Your response should contain every line from the data below that holds the string "canvas".

Material shown below:

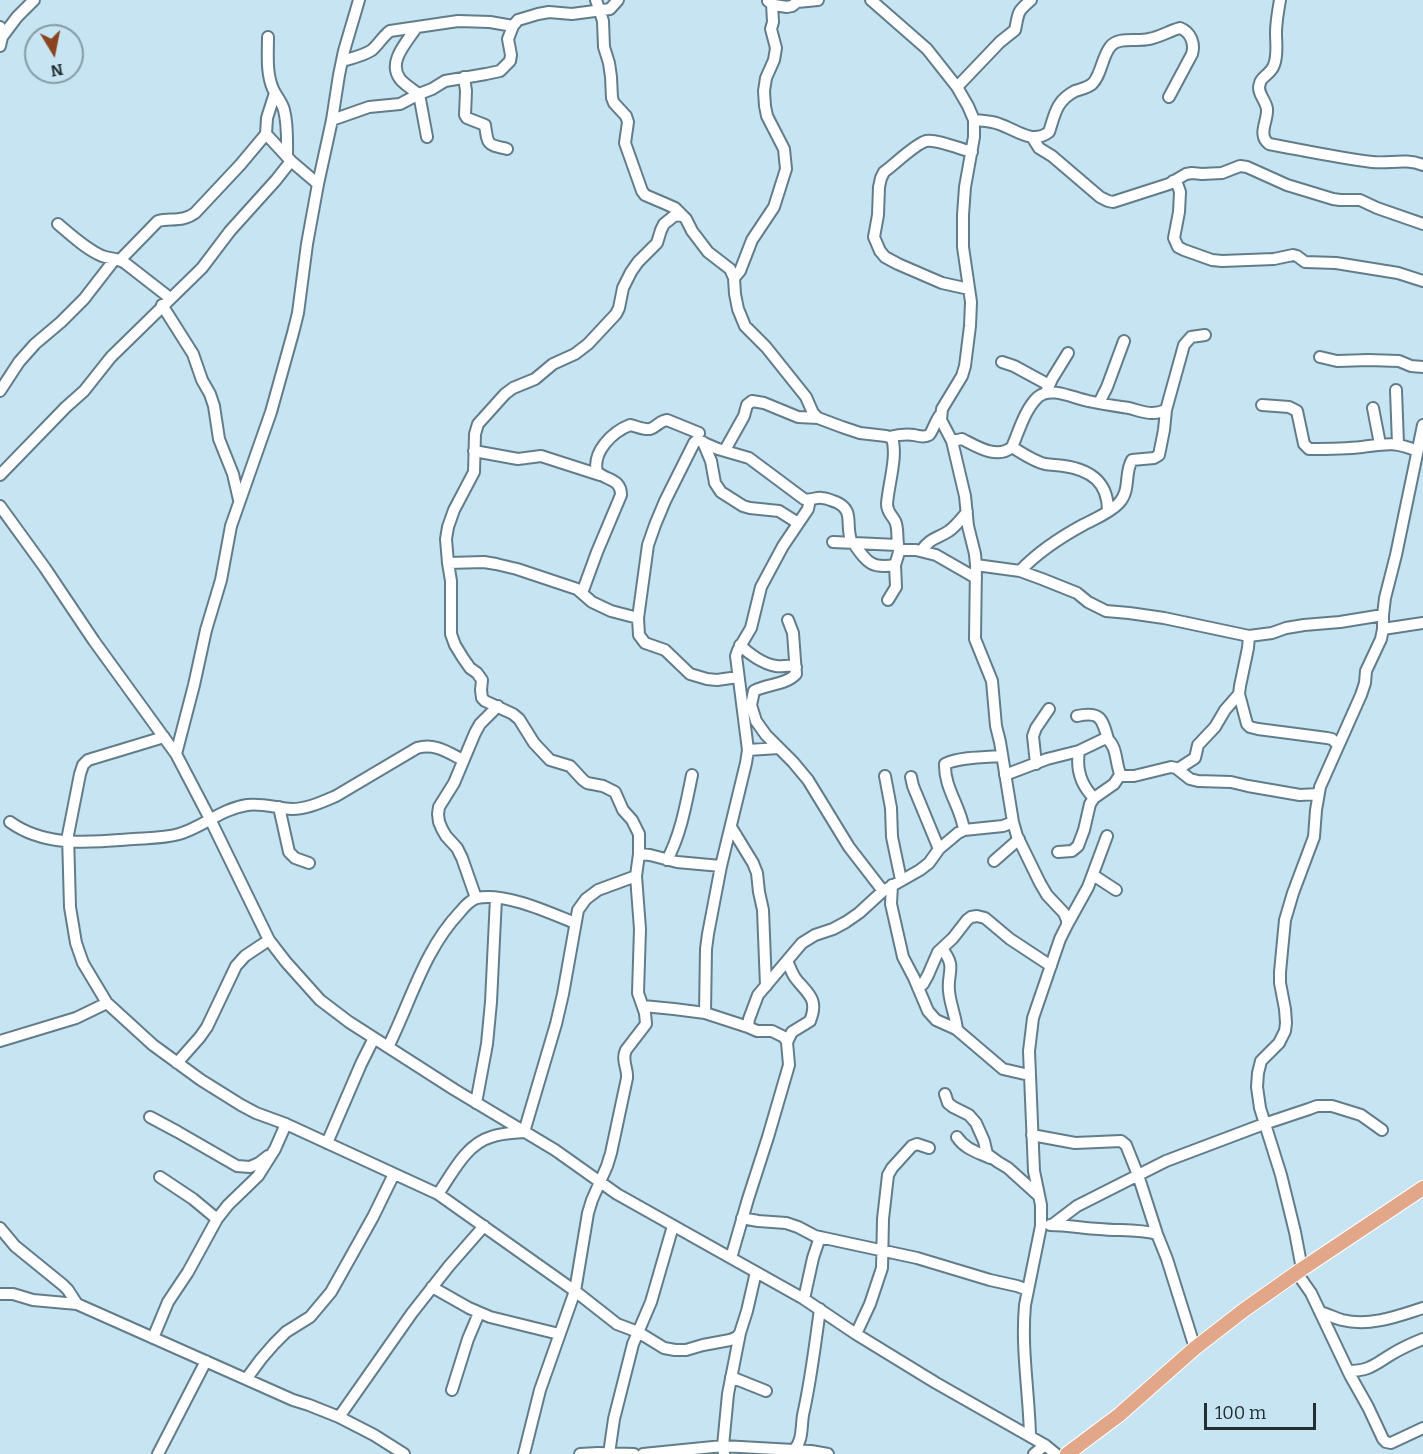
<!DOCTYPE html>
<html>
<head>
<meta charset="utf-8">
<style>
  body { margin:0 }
  #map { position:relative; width:1423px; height:1454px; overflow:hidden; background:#c7e4f2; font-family:Bitter,serif }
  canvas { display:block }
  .north { position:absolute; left:24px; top:24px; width:60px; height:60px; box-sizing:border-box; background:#c7e4f2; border:2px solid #859ba6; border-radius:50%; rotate:170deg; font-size:16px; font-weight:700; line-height:24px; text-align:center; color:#232e33 }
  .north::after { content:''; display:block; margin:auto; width:21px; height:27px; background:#8b4420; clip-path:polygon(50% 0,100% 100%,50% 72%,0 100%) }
  .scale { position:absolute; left:1204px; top:1403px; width:112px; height:27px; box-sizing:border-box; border:3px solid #232e33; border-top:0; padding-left:8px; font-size:18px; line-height:21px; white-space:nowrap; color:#232e33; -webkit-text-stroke:4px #c7e4f2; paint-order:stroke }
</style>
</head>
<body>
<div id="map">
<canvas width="1423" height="1454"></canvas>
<div class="north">N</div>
<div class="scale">100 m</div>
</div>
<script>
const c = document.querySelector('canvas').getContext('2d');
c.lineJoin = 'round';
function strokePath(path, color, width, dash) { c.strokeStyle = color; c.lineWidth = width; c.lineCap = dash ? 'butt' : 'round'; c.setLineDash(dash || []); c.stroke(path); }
const minor = new Path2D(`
  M596,0L603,21L604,47L609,63L611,77L612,98L614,103L626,116L628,122L625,143L642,191L645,195L666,204L675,208L682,215
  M871,0L927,49L957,87L968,106L974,120V137L965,187L963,215V247L971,302L970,326L965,366L962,376L942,409L941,420L952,441L965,496L968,526L975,554L976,565L975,639L992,681L996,726L1000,742L1013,822L1017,836L1040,883L1047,895L1064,913L1067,920V925L1060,939L1033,1018L1029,1051L1034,1171L1041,1205V1226L1025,1305C1021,1349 1029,1392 1030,1436
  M1280,0C1278,11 1276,22 1276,33C1276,44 1278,55 1274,65C1271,74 1261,77 1260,83C1256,93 1266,100 1267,109C1268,121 1257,135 1269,144C1302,150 1338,158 1372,162C1389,164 1406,158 1423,165
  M768,1L774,5L787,7L792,6L797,2L818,0
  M0,27L2,37L0,46
  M416,28C407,42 387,62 400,79C405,85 413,90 419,94L427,137
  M2,37L17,17L34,0
  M268,37C268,54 266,73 273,89C276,96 282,102 284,110C288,125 287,142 287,157
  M342,61C352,58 363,56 372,50C379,44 383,36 390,31L458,21L490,22L513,26
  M464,77L466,91L465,115L467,118L485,125C488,146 487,144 507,149
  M957,87L1000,42L1015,30C1019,12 1016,13 1031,0
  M275,93L267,118L266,134L291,161L318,184
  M332,120L369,107L400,104L419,94L432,89L445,81L486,74L500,71L510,61L511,55L508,39L513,26L518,20L538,14L549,12L572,14L610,9L618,0
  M974,120C983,121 991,121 999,124C1015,129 1032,145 1049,132C1055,114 1056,101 1075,91C1081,89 1087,88 1092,84C1101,76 1102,57 1110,47C1118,36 1137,42 1149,39C1160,37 1169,31 1180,28C1191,32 1195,44 1192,54L1169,97
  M1032,137L1039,148L1052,156L1100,197L1108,201L1113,202L1169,184L1186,174L1192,173L1202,174L1222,173L1240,166L1247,167L1287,185L1333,199L1340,200H1360L1377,208L1423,224
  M1173,181L1178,186L1180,192L1179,212L1174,238L1178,247L1184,250L1212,260L1222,261L1274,259L1293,255L1297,256L1305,262L1336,263L1398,273L1423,281
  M58,224C71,235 86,249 102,256C110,259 118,258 125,263L170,298
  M120,260L158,221C171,218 183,222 195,213L240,165L266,134
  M734,278L740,271L752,240L774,207L786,169L784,149L767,116L765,106L764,91L766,78L774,60L776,48L771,29L773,22L772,3
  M969,289L942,283L898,264L885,257L880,251L874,237L878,215L879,187L881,178L884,172C894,165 915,144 926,141C937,139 960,149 972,152
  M162,305L193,354L202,380L210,394L214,406L219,439L233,474L239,500
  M1320,357L1337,361L1369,360L1399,361L1411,366L1423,367
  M1002,362L1014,366L1049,385
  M1047,390L1052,379L1068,353
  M1396,390L1398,444
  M0,391L19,362L35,344L61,322L84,299L115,259
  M1099,403L1107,387L1124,341
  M1262,405L1289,407L1297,411L1304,444L1309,449C1326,449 1344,449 1362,447C1385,444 1395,441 1417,451
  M1373,408L1380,444
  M889,437C897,435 906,434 914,435C919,436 924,438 929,435C932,433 936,419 941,414
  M952,441L962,439C976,446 997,460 1012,447C1019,431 1025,409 1038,397C1051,386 1073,398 1088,401C1101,404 1115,406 1129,408C1137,410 1144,413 1152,413C1157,413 1161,412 1166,410
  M703,442L711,461L715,483L721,492L743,506L750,508L779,511L798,523
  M1012,447C1022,453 1033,461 1045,464C1051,465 1058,465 1064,466C1091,470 1108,482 1108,511
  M725,450L744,416L747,405L752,401L764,403L798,417L818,418
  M474,451L518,459L541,456L600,475
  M0,475L66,407L84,391L111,357L202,268L230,231L276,180L291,161
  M0,506L45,568L94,641L176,754L210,819L269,940L286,962L320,1000L349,1022L455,1090L555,1150L617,1194L804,1299L856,1334L936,1383L1045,1445L1056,1454
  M833,542L897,545
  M854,544C867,562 871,569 895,565
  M921,551C931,537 937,539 949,531C956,526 961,519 967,512
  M448,563L484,562L496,564L517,569L577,589L592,602L611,611L638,618
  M976,565L1020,571L1042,579L1077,593L1088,602L1106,611L1129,613L1164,618L1249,636L1272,633L1286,628L1304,625L1340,622L1383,615
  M1020,571C1038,552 1059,538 1083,525C1094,519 1110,513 1119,503C1131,490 1124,473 1132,460L1154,458L1159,455L1164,430L1166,410L1184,345L1191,337L1205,335
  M582,593L597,552L621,495C621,479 608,481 597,472C592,452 612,432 630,425C636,426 643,430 650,429C657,427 659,421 667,420L699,433
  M888,600L896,587L895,565L900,549
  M788,620L793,633L796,674C786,685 767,684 754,691L751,705L756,721L766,735L793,762L808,780L849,847L883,891
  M1383,629L1423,623
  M1249,636L1248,648L1240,686L1239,694L1247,724L1250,727L1258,729L1327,738L1332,739L1338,745
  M740,645C749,654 763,664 776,666C783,667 789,664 796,667
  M738,677L717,680L707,679L690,674L665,650L645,643L639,635L638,618L648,545L655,525L665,501L694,443L697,440L718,449L749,458L804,499C811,501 815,497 822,498C827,498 832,501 836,502C856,511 844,525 852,543
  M1077,716C1100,711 1102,718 1108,739
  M164,737L88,760L83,765L80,774L68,835L70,907L76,943L83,963L107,1003L153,1045L201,1080L241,1105L256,1113L286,1124L438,1194L575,1291L617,1324L638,1332L664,1348L675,1350H686L703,1345L730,1340L737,1337L740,1333L747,1311L756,1272
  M748,750L779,748
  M1079,751C1076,769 1081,785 1094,798
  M176,754L194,685L206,630L221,580L231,526L271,412L293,333L298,313L307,244L318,184L332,120L339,75L344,51L359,0
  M1036,764L1033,736L1036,728L1049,709
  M1178,769L1195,758L1198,745L1215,727L1225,710L1239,694
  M1005,775L1047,759L1079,751L1106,738C1118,746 1115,764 1121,776H1134L1171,767L1176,768L1190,779L1198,781L1231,782L1248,786L1300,795L1318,794
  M885,776L891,808L892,837L901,880
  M911,777L913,786L939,849
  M279,807L289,852L295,858L309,863
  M10,822C46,848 92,842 134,839C149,838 165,838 179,834C203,827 221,809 247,805C262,803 277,808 292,809C307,809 322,802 336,796L417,748C435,743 447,752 463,760
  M731,827L753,863L757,873L759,892L763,910L766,986
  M964,830C961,807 944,788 945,764C959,757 986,757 1002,756
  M1058,852L1072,851L1078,846L1084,830L1090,804L1094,798L1114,784L1120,775
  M639,854L650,855L677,862L721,866
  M667,860C681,834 686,804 692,775
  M994,861L1019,839
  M1093,875L1116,890
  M892,885L891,904L903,957L914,978L928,1011L936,1020L956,1029L1003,1069L1029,1075
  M476,898L462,858L457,848L446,836L442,829L439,822L438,814L439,807L454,783L475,733L480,724L498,706
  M1067,925L1088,887L1107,836
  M942,949C957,967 947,972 949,991C950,1004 956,1017 957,1030
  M918,988L923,984L928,975L938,952L953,938L967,920L971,917L977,916L985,918L1010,939L1051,966
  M643,1006L674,1009L705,1013L748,1027
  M705,1013L706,949L708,934L721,866L746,763L748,750L736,656L738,650L751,628L761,587L783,546L808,509L809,504L808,500
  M0,1041L76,1018L107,1003
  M787,1042L792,1032L810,1021C819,999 808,994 796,979C792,974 790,967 787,961
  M388,1047C411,1001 424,950 460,912C464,907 470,900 477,898C505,892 550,913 575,923
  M177,1063L200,1037L207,1027L236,966L245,956L269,940
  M945,1094L948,1103L953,1107L969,1115L976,1123L984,1141L987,1154L998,1162L1008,1168L1039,1196
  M476,1103L487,1044L491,1002L496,898
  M150,1117L178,1132L237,1166L250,1167L259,1163L268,1156
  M1032,1135L1075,1143L1121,1141L1126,1145L1138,1175L1157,1234L1167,1259L1195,1348
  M957,1137C965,1149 977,1152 990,1158
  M327,1143L361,1064L374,1038
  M160,1177L193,1199L217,1219
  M438,1194C452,1174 466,1144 491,1137C501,1133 513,1133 524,1132L556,1024L563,994L578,910L586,899L598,890L636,876
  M742,1218L758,1221L786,1223L798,1227L815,1236L917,1258L990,1280L1017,1286L1028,1290
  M1050,1225C1066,1225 1083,1228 1099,1229C1119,1231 1138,1229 1157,1234
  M1052,1225L1077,1206L1166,1161L1264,1124L1309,1109L1317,1106H1332L1361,1115L1382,1130
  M0,1228L15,1246L63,1285L68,1290L77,1304
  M731,1258L748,1199L768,1137L789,1065L787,1042L784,1037L772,1031H757L748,1027L749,1019L758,995L802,943L815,935L833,929L846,922L859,913L883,891L920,870L929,863L939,849L958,833L964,830L1003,826L1013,822
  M1302,1269L1295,1232L1281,1175L1260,1108L1257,1087L1258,1073L1261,1061L1279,1043L1285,1031L1286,1023L1285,1009L1280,983V972L1285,920L1293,893L1314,837L1316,810L1320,787L1361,695L1365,683L1366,671L1381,639L1383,629V615L1385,598L1396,555L1423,425
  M1297,1273L1311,1293L1350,1375L1368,1407L1383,1439L1386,1442L1391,1443L1423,1428
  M432,1287L469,1308L490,1317L559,1334
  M0,1294H13L33,1300L77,1304L293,1400L309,1405L339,1417L374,1435L404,1454
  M804,1299L813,1258L820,1237
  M1320,1312C1327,1314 1335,1318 1342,1320C1370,1327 1398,1316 1423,1308
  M856,1334L870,1304L882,1268L883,1219L888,1175L892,1168L912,1146L917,1144L929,1148
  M153,1338L168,1302L188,1272L217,1219L228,1205L258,1176L275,1149L286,1124
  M1348,1371C1370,1371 1375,1364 1392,1354C1402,1348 1413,1343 1423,1339
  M731,1377L766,1391
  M247,1378L261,1359L274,1344L286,1332L310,1317L331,1292L373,1217L394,1174
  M452,1390L468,1339L479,1313
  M339,1417L412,1313L449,1266L484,1226
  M158,1454L206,1361
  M524,1454L540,1390L575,1291L588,1213L592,1200L607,1166L611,1153L627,1078C628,1068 621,1060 626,1050L646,1024L645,1013L638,993L640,929L636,876L639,854V834L632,820L623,810L615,792L603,786L587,783L583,780L570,766L550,760L534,743L519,719L513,714L485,701L482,698L481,690L482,680L477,673L470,668L463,658L455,645L451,634V581L448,563L446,539L448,527L454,510L474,472L475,434L478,424L505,394L513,388L535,379L553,364L575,354L588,344L616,314L619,308L623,288L631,272L638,262L657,243L661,230L664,224L674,216L682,215L686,219L692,231L708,252L730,269L734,278L735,294L738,309L745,326L766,347L806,397L813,413L818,418L842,427L860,433L886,436L892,438C898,456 888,486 887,504C887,512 891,514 895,521C899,529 896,540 899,549L902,550H916L936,555L976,578
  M580,1454L598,1453L634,1454
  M609,1454L614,1419L633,1344L651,1302L673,1226
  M643,1454L723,1446L811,1451L828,1454
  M724,1454L723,1446L728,1394L740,1333
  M794,1454V1450C803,1440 801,1428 803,1415C811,1380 815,1345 820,1309
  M1034,1454L1045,1445`);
const major = new Path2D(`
  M1067,1454L1119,1415L1195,1348L1244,1310L1302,1269L1423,1188`);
strokePath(minor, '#627d89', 14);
strokePath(major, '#fff', 16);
strokePath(minor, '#fff', 10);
strokePath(major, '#e2a688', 14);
</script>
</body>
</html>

End of Material shown.

■ Solution to this exercise:
  canvas { display:block }
<canvas width="1423" height="1454"></canvas>
const c = document.querySelector('canvas').getContext('2d');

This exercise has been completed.